Jarred McGriff: I was shooting this free project in New York City [for K Camp] one day, and I had just peeped that my bank account was in the red. So, I show up for the shoot, park at a parking lot and swipe my debit card for it [knowing my account is in the negative], but then someone tells me it’s cash only. So, I did the shoot and afterwards talked to one of the producers to ask if I could borrow $20 [to get my car], but he made such a fuss about it. Then, I remembered I had a friend that was working at BET. So, I called to tell her to stop by her office and ask for some bread. While I was there I asked if anybody was hiring. We ended up walking around to different offices just to see who we could talk to.
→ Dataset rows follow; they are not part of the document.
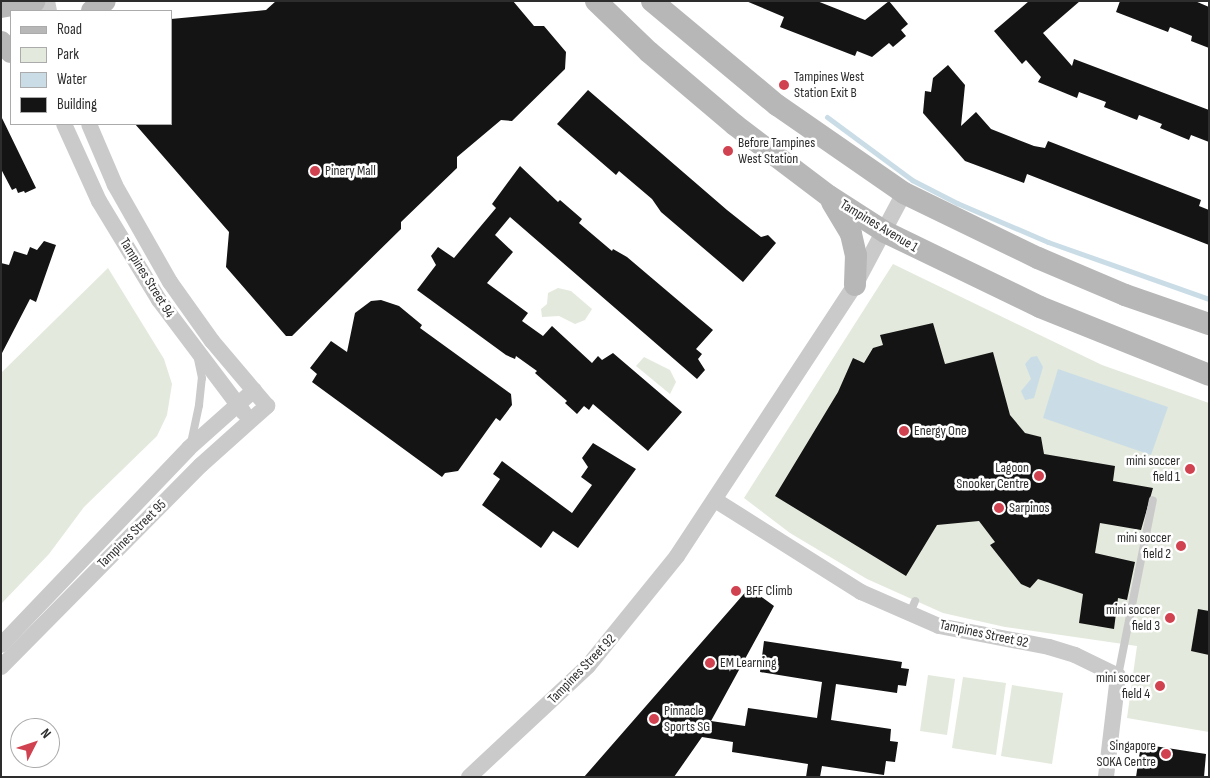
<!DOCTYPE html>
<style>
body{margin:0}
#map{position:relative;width:1210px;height:778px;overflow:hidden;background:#fff;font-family:"Sofia Sans Condensed",sans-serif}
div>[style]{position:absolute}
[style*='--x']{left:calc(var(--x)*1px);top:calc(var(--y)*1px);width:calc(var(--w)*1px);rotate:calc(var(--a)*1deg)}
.green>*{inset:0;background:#e3e9dc}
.water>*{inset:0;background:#cadde7}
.stream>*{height:5px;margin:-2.5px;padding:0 2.5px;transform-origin:2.5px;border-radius:2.5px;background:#cadde7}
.building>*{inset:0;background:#141414}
.service>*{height:8px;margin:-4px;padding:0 4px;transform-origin:4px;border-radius:4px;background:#cacaca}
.minor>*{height:16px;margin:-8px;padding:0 8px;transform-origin:8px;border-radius:8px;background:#cacaca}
.secondary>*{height:22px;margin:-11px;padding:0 11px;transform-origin:11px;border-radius:11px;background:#b7b7b7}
.dots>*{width:14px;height:14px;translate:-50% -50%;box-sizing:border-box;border:2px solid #fff;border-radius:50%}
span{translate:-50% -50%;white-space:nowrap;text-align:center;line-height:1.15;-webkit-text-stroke:5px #fff;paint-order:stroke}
.poi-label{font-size:14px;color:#2d2d2d}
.left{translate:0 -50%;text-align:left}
.right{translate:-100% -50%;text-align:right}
.street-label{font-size:14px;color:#2d2d2d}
.frame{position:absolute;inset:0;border:2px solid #2d2d2d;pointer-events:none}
.legend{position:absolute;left:10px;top:10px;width:162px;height:115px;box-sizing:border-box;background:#fff;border:1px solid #ababab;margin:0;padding:6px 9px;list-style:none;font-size:15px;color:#2d2d2d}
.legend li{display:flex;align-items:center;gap:10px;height:25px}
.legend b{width:25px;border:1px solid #ababab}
.north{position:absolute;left:10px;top:718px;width:50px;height:50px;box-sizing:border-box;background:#fff;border:1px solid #ababab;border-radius:50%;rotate:49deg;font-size:14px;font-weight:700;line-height:20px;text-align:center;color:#2d2d2d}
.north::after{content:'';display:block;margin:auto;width:18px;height:22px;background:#d14250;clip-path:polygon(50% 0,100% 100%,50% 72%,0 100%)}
</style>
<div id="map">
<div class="green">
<div style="clip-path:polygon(893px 264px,1102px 365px,1209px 403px,1209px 732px,1127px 718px,1137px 646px,1005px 627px,943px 613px,867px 579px,790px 533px,744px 498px)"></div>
<div style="clip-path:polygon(108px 268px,164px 359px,172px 384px,167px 415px,157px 436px,84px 507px,49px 554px,1px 604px,1px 373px)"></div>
<div style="clip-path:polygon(558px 288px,571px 291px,592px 309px,585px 320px,575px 324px,559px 316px,542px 317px,541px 309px,547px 304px,548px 293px)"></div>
<div style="clip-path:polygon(644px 357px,670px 370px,676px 382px,670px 394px,636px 366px)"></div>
<div style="clip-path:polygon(928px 675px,955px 679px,947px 735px,920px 731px)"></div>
<div style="clip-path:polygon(963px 677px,1006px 683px,996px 755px,952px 748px)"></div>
<div style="clip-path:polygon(1012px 685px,1063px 693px,1052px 764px,1001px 756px)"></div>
</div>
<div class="water">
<div style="clip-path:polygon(1037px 356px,1043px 367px,1034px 398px,1025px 400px,1021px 391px,1031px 379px,1025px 364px,1031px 357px)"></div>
<div style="clip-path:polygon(1058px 369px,1168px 407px,1151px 455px,1043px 418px)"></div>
</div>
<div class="stream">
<div style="--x:827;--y:117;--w:106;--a:36.5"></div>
<div style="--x:912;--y:180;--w:51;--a:27.1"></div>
<div style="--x:957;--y:203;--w:99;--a:23.2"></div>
<div style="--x:1048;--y:242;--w:171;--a:19.5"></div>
</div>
<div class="building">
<div style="clip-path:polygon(276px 1px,513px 1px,534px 26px,544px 26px,566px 52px,565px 69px,512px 121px,501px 120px,457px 157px,457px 168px,401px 222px,401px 229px,292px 336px,286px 336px,226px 267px,229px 232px,135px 124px,171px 124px,171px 19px,266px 10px)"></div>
<div style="clip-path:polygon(746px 1px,817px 1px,865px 20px,889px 1px,908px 24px,901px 30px,906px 36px,893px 47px,889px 43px,872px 57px,857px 51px,855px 56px,780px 27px,784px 17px)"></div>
<div style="clip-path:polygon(1029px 1px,1080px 1px,1043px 33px,1072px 66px,1074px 59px,1209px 110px,1209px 142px,1191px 135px,1189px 140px,1160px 128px,1162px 124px,1139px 115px,1137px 120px,1104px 107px,1106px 102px,1079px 92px,1077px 98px,1038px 82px,1041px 77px,1026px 60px,1022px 64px,994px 31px)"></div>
<div style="clip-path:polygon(1120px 1px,1195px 1px,1209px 7px,1209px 48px,1191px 41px,1192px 36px,1170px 27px,1168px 32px,1116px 12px)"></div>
<div style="clip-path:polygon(948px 65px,965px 85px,961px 126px,976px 112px,991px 129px,1034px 146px,1045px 148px,1048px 141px,1201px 200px,1199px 206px,1209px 210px,1209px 245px,1027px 174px,1024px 183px,965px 161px,923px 113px,925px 91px,931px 92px,933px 78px)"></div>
<div style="clip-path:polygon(588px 90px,727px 210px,761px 237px,768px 235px,776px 243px,743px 282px,661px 212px,652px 199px,619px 171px,616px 175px,557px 124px)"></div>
<div style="clip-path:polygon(1px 116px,36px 188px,25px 193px,24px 191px,18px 193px,16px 188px,12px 190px,1px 169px)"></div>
<div style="clip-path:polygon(520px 166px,558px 202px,560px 200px,582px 219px,579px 223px,612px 251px,613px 249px,627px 257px,713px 330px,696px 349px,702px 354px,698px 359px,705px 370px,697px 379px,510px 217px,495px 235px,513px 252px,487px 283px,528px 313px,522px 321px,543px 336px,552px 326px,592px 363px,598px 356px,602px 360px,613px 353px,682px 412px,648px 451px,593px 404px,589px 410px,584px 406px,577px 414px,565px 403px,567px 401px,535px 373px,537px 371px,516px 356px,515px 359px,506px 355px,417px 290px,436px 265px,431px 256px,438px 247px,454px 258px,496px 208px,492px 204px)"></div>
<div style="clip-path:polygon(44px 241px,56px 245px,36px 302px,30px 299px,1px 355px,1px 263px,9px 265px,14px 251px,27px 255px,30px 247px,37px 250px)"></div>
<div style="clip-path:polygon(381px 300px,399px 306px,422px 325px,420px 328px,511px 394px,512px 405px,500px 421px,496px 418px,458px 471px,445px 473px,442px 477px,312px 382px,317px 374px,310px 368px,331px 341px,347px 352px,355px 313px,371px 301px)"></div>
<div style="clip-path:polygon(933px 323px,945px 364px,993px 352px,1010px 415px,1025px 433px,1041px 437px,1044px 454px,1115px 466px,1113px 481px,1153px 488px,1141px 530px,1100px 523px,1095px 553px,1135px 562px,1127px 600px,1118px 598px,1114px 629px,1079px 623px,1083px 594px,1038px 579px,1030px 588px,1021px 584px,990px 545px,995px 542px,979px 521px,937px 525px,906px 576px,775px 496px,838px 392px,853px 358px,864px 363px,873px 348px,883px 345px,880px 335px)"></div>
<div style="clip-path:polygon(593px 443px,636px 469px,578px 548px,553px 531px,541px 548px,482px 505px,500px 479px,493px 474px,502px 461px,572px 513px,592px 485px,581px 477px,588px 467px,582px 458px)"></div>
<div style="clip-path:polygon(749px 588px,774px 606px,711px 721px,745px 726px,748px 708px,817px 718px,822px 682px,760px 672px,764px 641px,902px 662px,901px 668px,909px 669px,906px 686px,898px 685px,897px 693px,836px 684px,831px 720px,891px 729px,890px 741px,898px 742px,895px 762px,886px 761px,884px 775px,822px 766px,820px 777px,806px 777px,808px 764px,732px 752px,733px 742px,702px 737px,674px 777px,584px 777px)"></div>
<div style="clip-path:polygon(1198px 609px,1209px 611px,1209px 655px,1191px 651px)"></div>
<div style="clip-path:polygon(1141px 744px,1206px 754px,1204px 777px,1136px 777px)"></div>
</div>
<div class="service">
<div style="--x:191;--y:443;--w:39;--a:-78"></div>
<div style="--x:199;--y:405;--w:27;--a:-84"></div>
<div style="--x:202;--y:378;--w:19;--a:-102"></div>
<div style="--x:910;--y:613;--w:13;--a:-67"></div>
<div style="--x:1118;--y:676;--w:179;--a:-78.8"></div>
</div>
<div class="minor">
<div style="--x:47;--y:1;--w:10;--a:79"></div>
<div style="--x:64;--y:124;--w:85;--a:65.6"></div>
<div style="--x:99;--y:201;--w:116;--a:58.8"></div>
<div style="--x:159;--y:300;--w:141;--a:53"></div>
<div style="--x:715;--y:500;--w:173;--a:32.2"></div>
<div style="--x:861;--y:592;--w:85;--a:23.6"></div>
<div style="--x:939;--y:626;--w:112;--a:10.8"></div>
<div style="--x:1049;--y:647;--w:27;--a:17"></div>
<div style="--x:1075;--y:655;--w:48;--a:26"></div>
<div style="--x:1118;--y:676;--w:102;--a:96.8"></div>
<div style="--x:1;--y:645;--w:272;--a:-46.3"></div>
<div style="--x:189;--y:448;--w:87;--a:-41.7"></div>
<div style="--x:1;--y:667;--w:284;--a:-45.3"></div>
<div style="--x:201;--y:465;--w:89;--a:-41.8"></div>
<div style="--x:267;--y:406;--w:85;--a:-130.2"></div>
<div style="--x:212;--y:341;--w:72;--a:-125.4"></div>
<div style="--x:170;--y:282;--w:112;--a:-119.6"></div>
<div style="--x:115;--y:185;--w:66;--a:-113.1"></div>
<div style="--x:469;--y:777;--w:163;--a:-43"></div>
<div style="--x:588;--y:666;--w:141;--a:-51"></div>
<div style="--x:677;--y:556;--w:324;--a:-56.7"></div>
<div style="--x:855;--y:285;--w:104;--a:-62"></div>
</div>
<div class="secondary">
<div style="--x:596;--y:1;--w:74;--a:43.9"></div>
<div style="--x:649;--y:52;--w:113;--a:40.3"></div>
<div style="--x:735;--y:125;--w:118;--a:37.1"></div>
<div style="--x:829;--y:196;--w:67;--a:32.7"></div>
<div style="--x:885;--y:232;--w:172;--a:25.8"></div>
<div style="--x:1040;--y:307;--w:182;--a:21.9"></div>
<div style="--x:652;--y:1;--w:163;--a:39.8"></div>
<div style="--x:777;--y:105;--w:155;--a:34.7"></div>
<div style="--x:904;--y:193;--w:149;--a:25.9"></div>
<div style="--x:1038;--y:258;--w:95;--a:23"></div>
<div style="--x:1125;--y:295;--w:89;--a:19"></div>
<div style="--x:1;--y:7;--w:34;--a:-10"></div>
<div style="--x:92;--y:11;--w:16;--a:-38"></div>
<div style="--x:1;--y:42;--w:14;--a:45"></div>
<div style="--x:832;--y:202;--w:37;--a:59"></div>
<div style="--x:851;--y:234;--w:22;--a:77"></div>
<div style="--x:856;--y:255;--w:30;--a:92"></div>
</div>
<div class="dots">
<div style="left:784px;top:85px;background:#d14250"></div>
<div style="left:728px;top:151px;background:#d14250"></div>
<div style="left:315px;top:171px;background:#d14250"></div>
<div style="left:904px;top:431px;background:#d14250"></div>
<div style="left:1190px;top:469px;background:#d14250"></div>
<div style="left:1039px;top:476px;background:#d14250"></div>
<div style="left:999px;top:508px;background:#d14250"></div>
<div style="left:1181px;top:546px;background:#d14250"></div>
<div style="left:736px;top:591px;background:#d14250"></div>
<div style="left:1170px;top:618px;background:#d14250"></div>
<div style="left:710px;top:663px;background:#d14250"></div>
<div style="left:1160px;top:686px;background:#d14250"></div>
<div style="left:654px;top:719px;background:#d14250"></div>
<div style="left:1166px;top:754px;background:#d14250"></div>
</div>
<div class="poi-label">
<span class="left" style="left:794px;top:85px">Tampines West<br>Station Exit B</span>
<span class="left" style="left:738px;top:151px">Before Tampines<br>West Station</span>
<span class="left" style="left:325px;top:171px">Pinery Mall</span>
<span class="left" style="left:914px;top:431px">Energy One</span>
<span class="right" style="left:1180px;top:469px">mini soccer<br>field 1</span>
<span class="right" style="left:1029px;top:476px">Lagoon<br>Snooker Centre</span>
<span class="left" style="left:1009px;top:508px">Sarpinos</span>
<span class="right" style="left:1171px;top:546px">mini soccer<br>field 2</span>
<span class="left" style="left:746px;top:591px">BFF Climb</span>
<span class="right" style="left:1160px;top:618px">mini soccer<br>field 3</span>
<span class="left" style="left:720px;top:663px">EM Learning</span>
<span class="right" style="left:1150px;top:686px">mini soccer<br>field 4</span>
<span class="left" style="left:664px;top:719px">Pinnacle<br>Sports SG</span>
<span class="right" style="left:1156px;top:754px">Singapore<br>SOKA Centre</span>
</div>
<div class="street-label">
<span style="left:879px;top:226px;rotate:31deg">Tampines Avenue 1</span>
<span style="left:147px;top:278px;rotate:58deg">Tampines Street 94</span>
<span style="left:132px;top:534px;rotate:-45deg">Tampines Street 95</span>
<span style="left:984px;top:634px;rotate:12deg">Tampines Street 92</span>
<span style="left:582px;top:669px;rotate:-46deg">Tampines Street 92</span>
</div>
<div class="frame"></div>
<ul class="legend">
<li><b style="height:6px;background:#b7b7b7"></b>Road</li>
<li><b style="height:14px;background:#e3e9dc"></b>Park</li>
<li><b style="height:14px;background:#cadde7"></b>Water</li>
<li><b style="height:14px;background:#141414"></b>Building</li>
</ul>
<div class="north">N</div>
</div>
I literally had business cards, and was just leaving them on people’s desks like somebody has to call me back. 

[Long story short] I get a call from someone from their office and they say, ‘hey can you come in for a test run?’ So, I came in the next day and the person showed me the edit they needed and I knocked it out quickly. They did this for like a week straight until the [producer] that called me in ended up leaving work early one day. At the end of the day I looked around like, ‘I guess I had a good run here.’ So, I didn’t go in the next day. I then got a call in the middle of the day asking where I was at, and I was like ‘I didn’t know y’all wanted me to come in again.’ Nobody told me to come back. They said, ‘From here on out, don’t not come in unless somebody tells you not to come in.’ So, that’s kind of how I got hired at BET.

AfroTech: On behalf of Black creators all over, how are you helping to push the culture forward?

Jarred McGriff: The biggest thing that I do is hire Black. That’s the one of the easiest, simplest and most necessary parts of not just owning a production company, but a Black-owned production company. What’s the point of having a Black-owned company if you’re not hiring folks that look like you? I never had a really strong mentor. So, as I’ve continued to grow and build I’ve made sure that I’m not only giving opportunities to folks that look like me, but also folks that may not have the experience to get the same opportunities I’ve had. Now, I have a bunch of folks that are like little brothers and sisters to me that I try to throw certain opportunities at or at least have a [small] footprint in their creative journey.